We especially don't understand religious zealots, kids who should be playing sports or goofing around with friends strapping bombs to their bodies and blowing up people.
It is no secret that when strong dictators fall from some of these countries, the factions break apart and start killing each other. For all his many faults, Tito held Yugoslavia together.
It is getting so I don't even want to turn on the evening news or read the national papers for fear of hearing about a dozen more American Marines killed in Iraq. One of my jobs as a young reporter was to go by the houses of the families of soldiers killed in Vietnam and get mug shots of the dead soldier to run in the paper.
I think of all the promise, all the goodness and decency and optimism in these young soldiers. I think of all the lives affected by the loss.
I am the eternal pessimist when it comes to things like this. I believe there are thousands of Iraqis who are plotting how to kill more and more of our soldiers. The whole issue of sending even more soldiers over there sets off an echo of General Westmoreland saying, just give me a thousand more, just a thousand more and we will win the war. At some point, and I wish it was even sooner, we will have to get out of that land war in Iraq. I don't even want to think about what is going to happen after then. I suspect that the country will implode in racial, ethnic warfare. I can see the oil wells burning. I can see neighbors like Iran trying to figure out what they can get out of this chaos. The American exit from Vietnam was a nasty, ugly scene of truly fleeing, helicopters taking off with people trying to cling onto them. It was a dark day for America.
As nice and well meaning as Americans are, in fairness we went through and are working out our own problems without interference from other countries. We went from a country in which one human being owned another like chattel to a country in which we tried to make each citizen an equal partner. Now we are coping with being the land of plenty and enticing millions of Hispanics to our country and the assimilation that all brings about.

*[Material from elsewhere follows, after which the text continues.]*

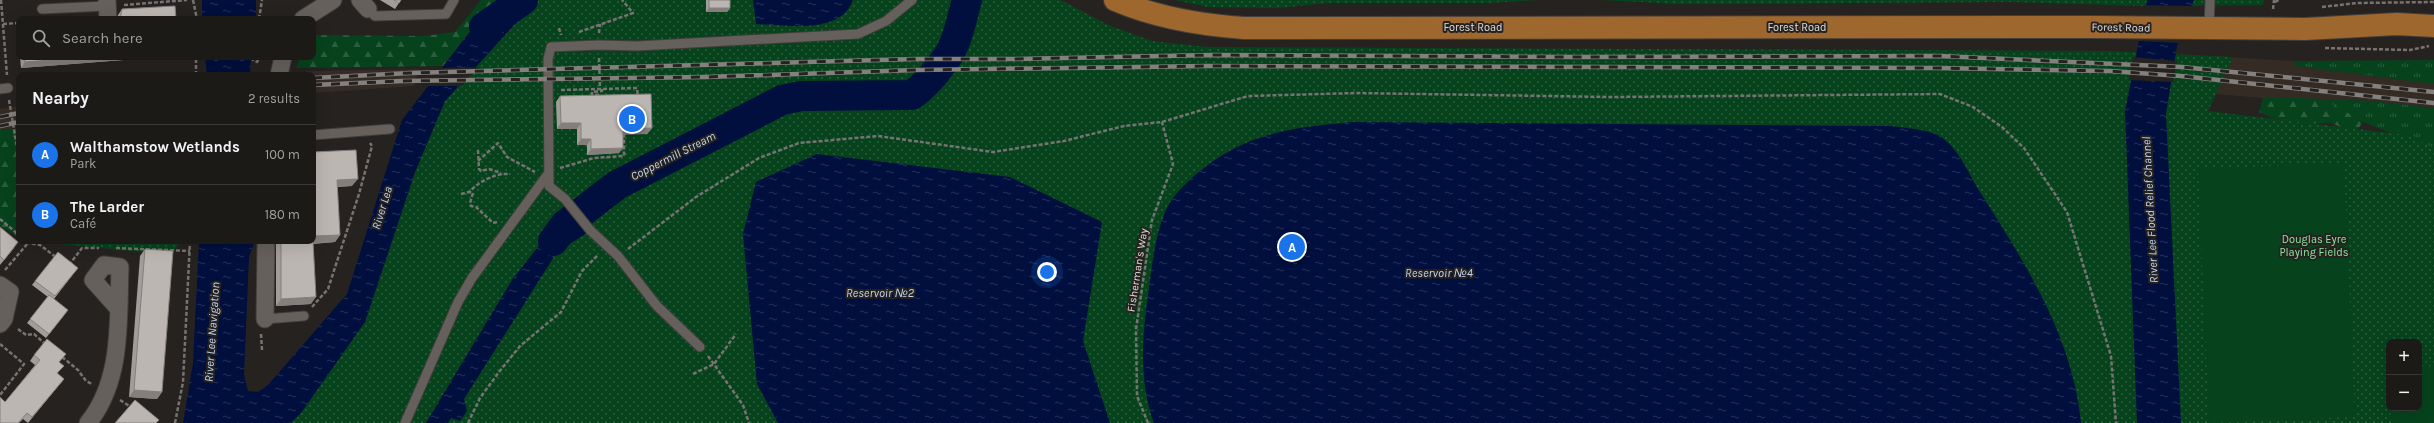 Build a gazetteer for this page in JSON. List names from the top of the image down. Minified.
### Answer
{"streets":{"main road":["Forest Road"],"path":["Fisherman's Way"]},"water":["Coppermill Stream","River Lea","River Lee Flood Relief Channel","Reservoir №4","Reservoir №2","River Lee Navigation"],"parks":["Douglas Eyre Playing Fields"],"page":{"search":"Search here","heading":["Nearby","2 results"],"pins":["B","A"],"list":[{"mark":"A","name":"Walthamstow Wetlands","note":"Park","value":"100 m"},{"mark":"B","name":"The Larder","note":"Café","value":"180 m"}],"map_buttons":["+","−"]}}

I guess what makes me mad is that we have a system in which soldiers go where they are told and do what they are told without any say in whether it is a good or bad decision. The part that makes me mad is we need to know more about these other countries, about all the ethnic, racial dynamics before we send our best and brightest young Americans over there to be mowed down. When men and women in suits with Ph.D. degrees think they know it all, it is up to the soldiers in the field to deal with it. We need to think about what happens when the Tito or other strong leader is gone and whether the country can be managed. We need a clear vision of what we are trying to accomplish, our chances of accomplishing those goals and how many of our best fighting men and women are going to be lost in this effort.